▶ REQUIRED WORK:
Where a line of the entries holds the string "International", copy that line.
☆ ☆ ☆
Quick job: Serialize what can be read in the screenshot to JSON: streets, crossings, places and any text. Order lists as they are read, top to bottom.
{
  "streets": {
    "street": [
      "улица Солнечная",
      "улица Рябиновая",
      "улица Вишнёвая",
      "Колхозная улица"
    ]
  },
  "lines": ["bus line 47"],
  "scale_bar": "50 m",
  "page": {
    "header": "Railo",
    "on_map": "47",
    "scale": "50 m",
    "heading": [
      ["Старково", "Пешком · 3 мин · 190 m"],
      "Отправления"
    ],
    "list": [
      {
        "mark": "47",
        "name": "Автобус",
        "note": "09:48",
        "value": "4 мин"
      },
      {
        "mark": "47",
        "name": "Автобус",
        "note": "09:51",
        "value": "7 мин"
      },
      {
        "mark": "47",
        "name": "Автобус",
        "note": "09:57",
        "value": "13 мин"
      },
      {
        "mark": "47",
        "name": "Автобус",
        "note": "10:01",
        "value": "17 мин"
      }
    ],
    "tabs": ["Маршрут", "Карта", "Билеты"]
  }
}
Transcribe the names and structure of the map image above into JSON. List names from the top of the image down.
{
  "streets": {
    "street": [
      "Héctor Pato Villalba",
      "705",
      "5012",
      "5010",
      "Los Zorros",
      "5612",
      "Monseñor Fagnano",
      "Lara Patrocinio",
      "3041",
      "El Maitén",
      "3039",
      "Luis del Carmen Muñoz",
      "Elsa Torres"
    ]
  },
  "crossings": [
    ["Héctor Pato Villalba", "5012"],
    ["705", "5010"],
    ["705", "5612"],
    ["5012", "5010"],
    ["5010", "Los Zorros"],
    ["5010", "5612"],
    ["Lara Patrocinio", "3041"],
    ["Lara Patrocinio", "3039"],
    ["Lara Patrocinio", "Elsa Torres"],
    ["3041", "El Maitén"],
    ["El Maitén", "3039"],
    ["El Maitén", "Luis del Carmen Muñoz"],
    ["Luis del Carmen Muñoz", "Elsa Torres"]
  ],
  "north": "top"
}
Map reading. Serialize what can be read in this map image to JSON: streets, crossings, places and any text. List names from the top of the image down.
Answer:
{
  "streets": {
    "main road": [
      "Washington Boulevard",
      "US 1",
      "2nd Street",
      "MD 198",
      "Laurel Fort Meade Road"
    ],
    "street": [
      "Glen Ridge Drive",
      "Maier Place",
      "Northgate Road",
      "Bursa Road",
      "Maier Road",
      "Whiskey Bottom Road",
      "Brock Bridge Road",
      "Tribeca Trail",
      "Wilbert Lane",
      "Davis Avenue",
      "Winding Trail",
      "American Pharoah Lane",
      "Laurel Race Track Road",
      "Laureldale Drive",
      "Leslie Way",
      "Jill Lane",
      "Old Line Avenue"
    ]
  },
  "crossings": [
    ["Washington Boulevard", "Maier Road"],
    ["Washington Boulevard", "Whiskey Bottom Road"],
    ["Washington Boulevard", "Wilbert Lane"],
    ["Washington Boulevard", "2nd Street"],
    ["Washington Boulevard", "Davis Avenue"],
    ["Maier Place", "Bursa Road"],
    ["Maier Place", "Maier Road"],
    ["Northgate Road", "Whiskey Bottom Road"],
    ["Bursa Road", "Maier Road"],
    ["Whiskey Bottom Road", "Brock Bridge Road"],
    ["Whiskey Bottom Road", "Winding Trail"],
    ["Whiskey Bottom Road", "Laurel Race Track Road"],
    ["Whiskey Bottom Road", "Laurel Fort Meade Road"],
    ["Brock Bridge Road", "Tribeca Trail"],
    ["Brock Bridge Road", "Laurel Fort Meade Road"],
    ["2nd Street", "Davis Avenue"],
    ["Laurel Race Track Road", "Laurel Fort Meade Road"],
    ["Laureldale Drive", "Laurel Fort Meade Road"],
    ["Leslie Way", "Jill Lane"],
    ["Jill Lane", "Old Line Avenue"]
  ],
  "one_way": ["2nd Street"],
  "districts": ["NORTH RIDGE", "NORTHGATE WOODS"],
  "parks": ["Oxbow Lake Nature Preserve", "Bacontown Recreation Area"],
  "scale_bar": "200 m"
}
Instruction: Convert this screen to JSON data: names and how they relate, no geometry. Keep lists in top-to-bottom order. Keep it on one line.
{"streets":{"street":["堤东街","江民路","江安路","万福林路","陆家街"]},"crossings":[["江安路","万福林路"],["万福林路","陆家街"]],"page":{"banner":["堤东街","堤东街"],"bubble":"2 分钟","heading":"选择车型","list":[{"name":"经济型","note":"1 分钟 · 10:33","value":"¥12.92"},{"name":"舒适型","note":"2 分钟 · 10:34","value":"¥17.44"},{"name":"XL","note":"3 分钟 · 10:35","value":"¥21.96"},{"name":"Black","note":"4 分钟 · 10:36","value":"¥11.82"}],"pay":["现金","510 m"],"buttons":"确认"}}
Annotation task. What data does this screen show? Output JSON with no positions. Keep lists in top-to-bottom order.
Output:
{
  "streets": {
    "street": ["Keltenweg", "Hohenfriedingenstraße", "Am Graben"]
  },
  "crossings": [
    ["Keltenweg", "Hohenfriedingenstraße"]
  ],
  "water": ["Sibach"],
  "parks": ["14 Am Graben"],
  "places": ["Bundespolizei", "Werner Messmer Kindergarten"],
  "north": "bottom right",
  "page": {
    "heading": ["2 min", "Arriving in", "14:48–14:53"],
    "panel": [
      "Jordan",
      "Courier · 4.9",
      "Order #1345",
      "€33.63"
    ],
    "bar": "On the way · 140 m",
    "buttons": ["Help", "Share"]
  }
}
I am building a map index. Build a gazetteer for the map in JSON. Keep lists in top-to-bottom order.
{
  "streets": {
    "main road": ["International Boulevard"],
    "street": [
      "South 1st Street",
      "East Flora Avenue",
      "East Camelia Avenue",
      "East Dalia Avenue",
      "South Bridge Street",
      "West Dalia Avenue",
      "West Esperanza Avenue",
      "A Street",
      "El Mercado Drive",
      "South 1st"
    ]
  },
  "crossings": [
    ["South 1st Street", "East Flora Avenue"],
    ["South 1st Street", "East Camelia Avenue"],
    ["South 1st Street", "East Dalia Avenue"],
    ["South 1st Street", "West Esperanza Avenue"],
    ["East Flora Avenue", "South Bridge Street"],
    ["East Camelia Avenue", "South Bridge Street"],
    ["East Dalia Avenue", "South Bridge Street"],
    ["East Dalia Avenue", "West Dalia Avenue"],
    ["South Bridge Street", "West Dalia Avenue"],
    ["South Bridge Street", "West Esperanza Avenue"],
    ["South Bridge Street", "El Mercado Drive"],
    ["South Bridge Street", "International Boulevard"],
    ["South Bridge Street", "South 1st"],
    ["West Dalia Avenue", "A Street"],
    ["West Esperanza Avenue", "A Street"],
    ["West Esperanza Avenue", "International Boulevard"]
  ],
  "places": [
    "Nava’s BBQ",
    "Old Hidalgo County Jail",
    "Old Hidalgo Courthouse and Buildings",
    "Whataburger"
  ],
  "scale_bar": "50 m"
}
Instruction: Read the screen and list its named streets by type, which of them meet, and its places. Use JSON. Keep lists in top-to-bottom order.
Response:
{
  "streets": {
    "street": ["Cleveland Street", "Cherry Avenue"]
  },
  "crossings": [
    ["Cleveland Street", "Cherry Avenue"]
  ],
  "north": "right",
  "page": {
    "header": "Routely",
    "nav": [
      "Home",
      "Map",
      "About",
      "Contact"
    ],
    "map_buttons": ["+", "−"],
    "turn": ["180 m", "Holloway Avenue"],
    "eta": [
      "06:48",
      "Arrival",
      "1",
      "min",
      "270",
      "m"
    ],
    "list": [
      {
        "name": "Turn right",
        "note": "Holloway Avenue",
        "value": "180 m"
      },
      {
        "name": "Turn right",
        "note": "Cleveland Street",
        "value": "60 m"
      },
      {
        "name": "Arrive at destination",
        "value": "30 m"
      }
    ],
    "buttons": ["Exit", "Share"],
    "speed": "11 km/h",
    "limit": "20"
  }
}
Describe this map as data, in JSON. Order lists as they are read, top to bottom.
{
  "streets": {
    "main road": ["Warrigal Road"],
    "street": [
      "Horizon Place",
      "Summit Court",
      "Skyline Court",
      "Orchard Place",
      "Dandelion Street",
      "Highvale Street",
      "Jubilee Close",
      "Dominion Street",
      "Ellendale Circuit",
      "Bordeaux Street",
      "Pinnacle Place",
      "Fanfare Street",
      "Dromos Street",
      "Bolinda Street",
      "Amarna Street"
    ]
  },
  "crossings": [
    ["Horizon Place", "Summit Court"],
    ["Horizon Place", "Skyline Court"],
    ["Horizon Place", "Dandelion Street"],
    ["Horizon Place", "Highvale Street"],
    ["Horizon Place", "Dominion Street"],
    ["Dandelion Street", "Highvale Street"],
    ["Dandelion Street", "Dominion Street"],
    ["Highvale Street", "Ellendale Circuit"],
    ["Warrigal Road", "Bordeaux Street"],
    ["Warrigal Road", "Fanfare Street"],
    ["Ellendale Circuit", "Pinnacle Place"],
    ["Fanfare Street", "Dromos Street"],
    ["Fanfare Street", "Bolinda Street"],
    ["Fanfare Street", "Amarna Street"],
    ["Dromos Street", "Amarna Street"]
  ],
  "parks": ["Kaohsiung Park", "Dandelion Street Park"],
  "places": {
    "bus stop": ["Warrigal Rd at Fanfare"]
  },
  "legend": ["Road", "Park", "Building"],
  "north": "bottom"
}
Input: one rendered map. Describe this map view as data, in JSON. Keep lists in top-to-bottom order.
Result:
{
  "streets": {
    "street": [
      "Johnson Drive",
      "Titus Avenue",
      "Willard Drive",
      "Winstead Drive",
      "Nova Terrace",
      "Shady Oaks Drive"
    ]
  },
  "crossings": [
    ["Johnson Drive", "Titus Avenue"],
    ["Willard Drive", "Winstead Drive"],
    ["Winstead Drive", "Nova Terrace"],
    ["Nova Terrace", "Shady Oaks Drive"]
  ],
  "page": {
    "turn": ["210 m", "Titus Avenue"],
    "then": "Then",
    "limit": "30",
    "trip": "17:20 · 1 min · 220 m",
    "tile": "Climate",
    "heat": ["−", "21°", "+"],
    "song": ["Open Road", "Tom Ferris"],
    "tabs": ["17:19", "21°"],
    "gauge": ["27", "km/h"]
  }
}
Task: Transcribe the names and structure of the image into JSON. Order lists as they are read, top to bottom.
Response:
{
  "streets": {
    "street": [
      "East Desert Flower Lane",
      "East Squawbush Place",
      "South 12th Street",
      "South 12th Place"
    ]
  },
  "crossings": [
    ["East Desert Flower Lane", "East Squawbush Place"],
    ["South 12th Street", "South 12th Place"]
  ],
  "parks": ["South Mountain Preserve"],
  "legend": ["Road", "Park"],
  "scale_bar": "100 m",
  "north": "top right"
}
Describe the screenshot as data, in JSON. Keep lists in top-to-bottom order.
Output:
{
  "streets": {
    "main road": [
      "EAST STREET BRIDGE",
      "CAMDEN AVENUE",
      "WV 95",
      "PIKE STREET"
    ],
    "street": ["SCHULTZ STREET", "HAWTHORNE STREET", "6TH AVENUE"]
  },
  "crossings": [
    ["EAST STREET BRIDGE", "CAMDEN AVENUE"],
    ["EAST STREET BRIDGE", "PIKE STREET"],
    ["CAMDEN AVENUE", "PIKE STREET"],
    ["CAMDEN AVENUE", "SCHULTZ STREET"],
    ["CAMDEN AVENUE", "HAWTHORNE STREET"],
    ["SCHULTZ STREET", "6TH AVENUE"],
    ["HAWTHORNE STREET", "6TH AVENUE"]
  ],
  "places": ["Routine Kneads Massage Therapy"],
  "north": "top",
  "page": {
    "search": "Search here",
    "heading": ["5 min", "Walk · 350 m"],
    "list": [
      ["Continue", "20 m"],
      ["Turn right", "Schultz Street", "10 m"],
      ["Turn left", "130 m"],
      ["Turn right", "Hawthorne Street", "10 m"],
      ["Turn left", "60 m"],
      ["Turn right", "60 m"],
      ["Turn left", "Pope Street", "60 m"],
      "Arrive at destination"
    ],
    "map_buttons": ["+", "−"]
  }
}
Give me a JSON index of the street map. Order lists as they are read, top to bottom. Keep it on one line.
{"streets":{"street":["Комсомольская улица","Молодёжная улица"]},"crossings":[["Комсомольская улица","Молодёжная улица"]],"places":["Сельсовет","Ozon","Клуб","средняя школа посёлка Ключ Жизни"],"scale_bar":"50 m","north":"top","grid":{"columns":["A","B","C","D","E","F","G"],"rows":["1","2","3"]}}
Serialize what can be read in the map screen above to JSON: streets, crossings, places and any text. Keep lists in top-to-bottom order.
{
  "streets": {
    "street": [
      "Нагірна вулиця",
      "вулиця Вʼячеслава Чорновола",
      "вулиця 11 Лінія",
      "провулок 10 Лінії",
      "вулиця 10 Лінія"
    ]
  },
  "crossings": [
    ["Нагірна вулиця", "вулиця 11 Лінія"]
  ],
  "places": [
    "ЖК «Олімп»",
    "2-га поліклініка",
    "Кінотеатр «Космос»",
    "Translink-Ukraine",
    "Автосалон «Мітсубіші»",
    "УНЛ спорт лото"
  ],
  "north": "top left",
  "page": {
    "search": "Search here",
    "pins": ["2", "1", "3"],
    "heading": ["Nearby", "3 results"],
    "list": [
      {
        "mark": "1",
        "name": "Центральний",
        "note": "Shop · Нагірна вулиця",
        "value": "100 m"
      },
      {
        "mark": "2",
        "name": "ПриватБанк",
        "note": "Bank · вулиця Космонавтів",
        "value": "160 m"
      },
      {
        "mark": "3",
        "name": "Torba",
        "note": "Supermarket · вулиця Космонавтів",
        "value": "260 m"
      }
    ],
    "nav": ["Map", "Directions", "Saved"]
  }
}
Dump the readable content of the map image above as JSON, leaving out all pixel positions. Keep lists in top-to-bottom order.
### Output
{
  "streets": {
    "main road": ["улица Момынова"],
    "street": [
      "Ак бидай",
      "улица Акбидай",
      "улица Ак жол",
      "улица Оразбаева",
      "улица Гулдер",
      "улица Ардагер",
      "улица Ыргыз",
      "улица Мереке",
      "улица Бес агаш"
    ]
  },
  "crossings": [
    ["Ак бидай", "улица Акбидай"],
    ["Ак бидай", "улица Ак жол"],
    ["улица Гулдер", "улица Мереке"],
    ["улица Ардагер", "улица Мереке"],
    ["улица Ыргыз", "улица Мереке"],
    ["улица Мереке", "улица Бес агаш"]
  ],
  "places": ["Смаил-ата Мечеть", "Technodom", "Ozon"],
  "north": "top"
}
☆ ☆ ☆
▶ TASK RESULT:
    "main road": ["International Boulevard"],
    ["South Bridge Street", "International Boulevard"],
    ["West Esperanza Avenue", "International Boulevard"]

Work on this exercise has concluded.